Von Holger Hartwig*
Kennen Sie diesen Satz: „Das kann ich ja wohl noch besser beurteilen. Ich kenn mich schließlich selbst am allerbesten.“ Er fällt meist dann, wenn etwas am Verhalten oder an Aussagen über einen Menschen bei dem Umfeld auffallen oder gar nicht gefallen.
Aber stimmt das so? Kennt sich jeder Mensch selbst am besten? Oder ist diese Selbstkenntnis etwa nur die im eigenen Kopf kreierte Welt bzw. Wahrheit? Auf jeden Fall ist so eine Selbstwahrnehmung fragwürdig. Denn: Wir selbst kennen uns am allerwenigsten. Wir wissen nur, was sich bei uns im Kopf abspielt. Wir wissen nicht wirklich, wie wir nach außen wirken.
In einer Ausbildung hat es ein Coach kürzlich bildlich auf den Punkt gebracht: „Wir glauben, dass wir uns kennen. Dabei können wir das Bild von uns nur machen, wenn wir an uns herunterschauen. Unsere Rückseite kennen wir nicht und werden wir nie sehen. Auch unseren Gang, unsere Körperhaltung, werden wir nie selbst wahrnehmen können. Und wenn wir in unser Gesicht mit allen Facetten, die es ausstrahlt, sehen wollen, dann hilft nur der Blick in den Spiegel.“ Er ergänzte dann, dass nun mal jeder wisse, das ein Spiegelbild immer verzerrt…

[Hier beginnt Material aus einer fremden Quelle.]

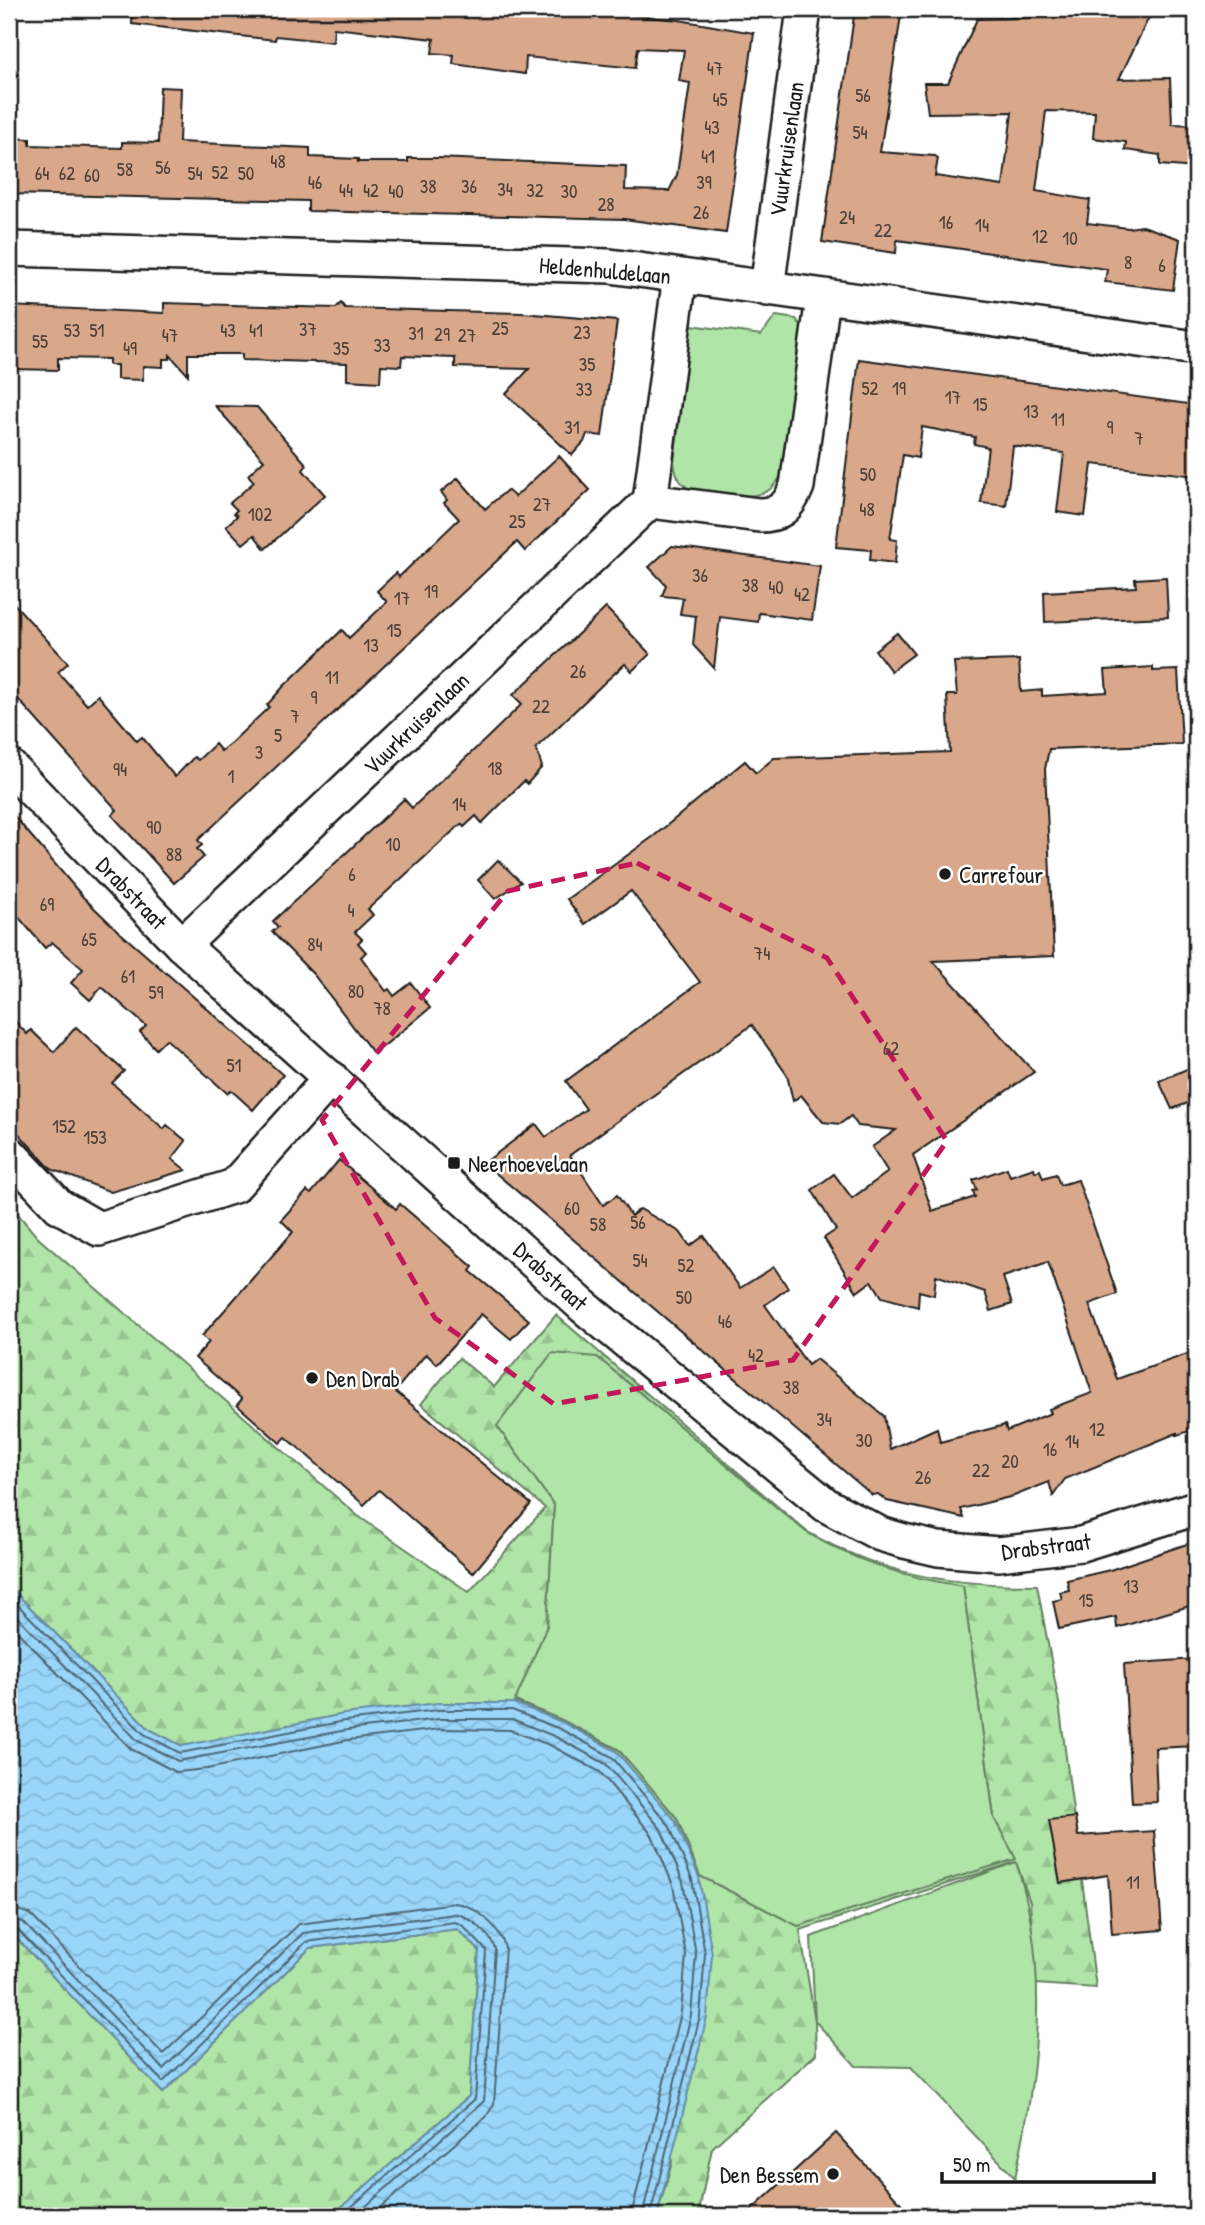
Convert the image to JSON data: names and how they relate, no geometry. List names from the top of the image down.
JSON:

Wie steht es also mit der Selbstkenntnis? Ihre Qualität hängt davon ab, wie jeder einzelne seine Fähigkeiten nutzt, die Reaktionen seines direkten und indirekten Umfeldes wahrzunehmen, zu reflektieren und einzuordnen. Diese Wahrnehmung fängt mit der Körpersprache an (Wie nehmen das andere wahr?) geht weiter über die Lautstärke, Geschwindigkeit der Sprache (Was macht das mit dem anderen?) und endet in der Fähigkeit, die Wirkung des eigenen Agierens auf die Mitmenschen lesen zu können. Das alles ist mitunter sehr komplex und fehleranfällig.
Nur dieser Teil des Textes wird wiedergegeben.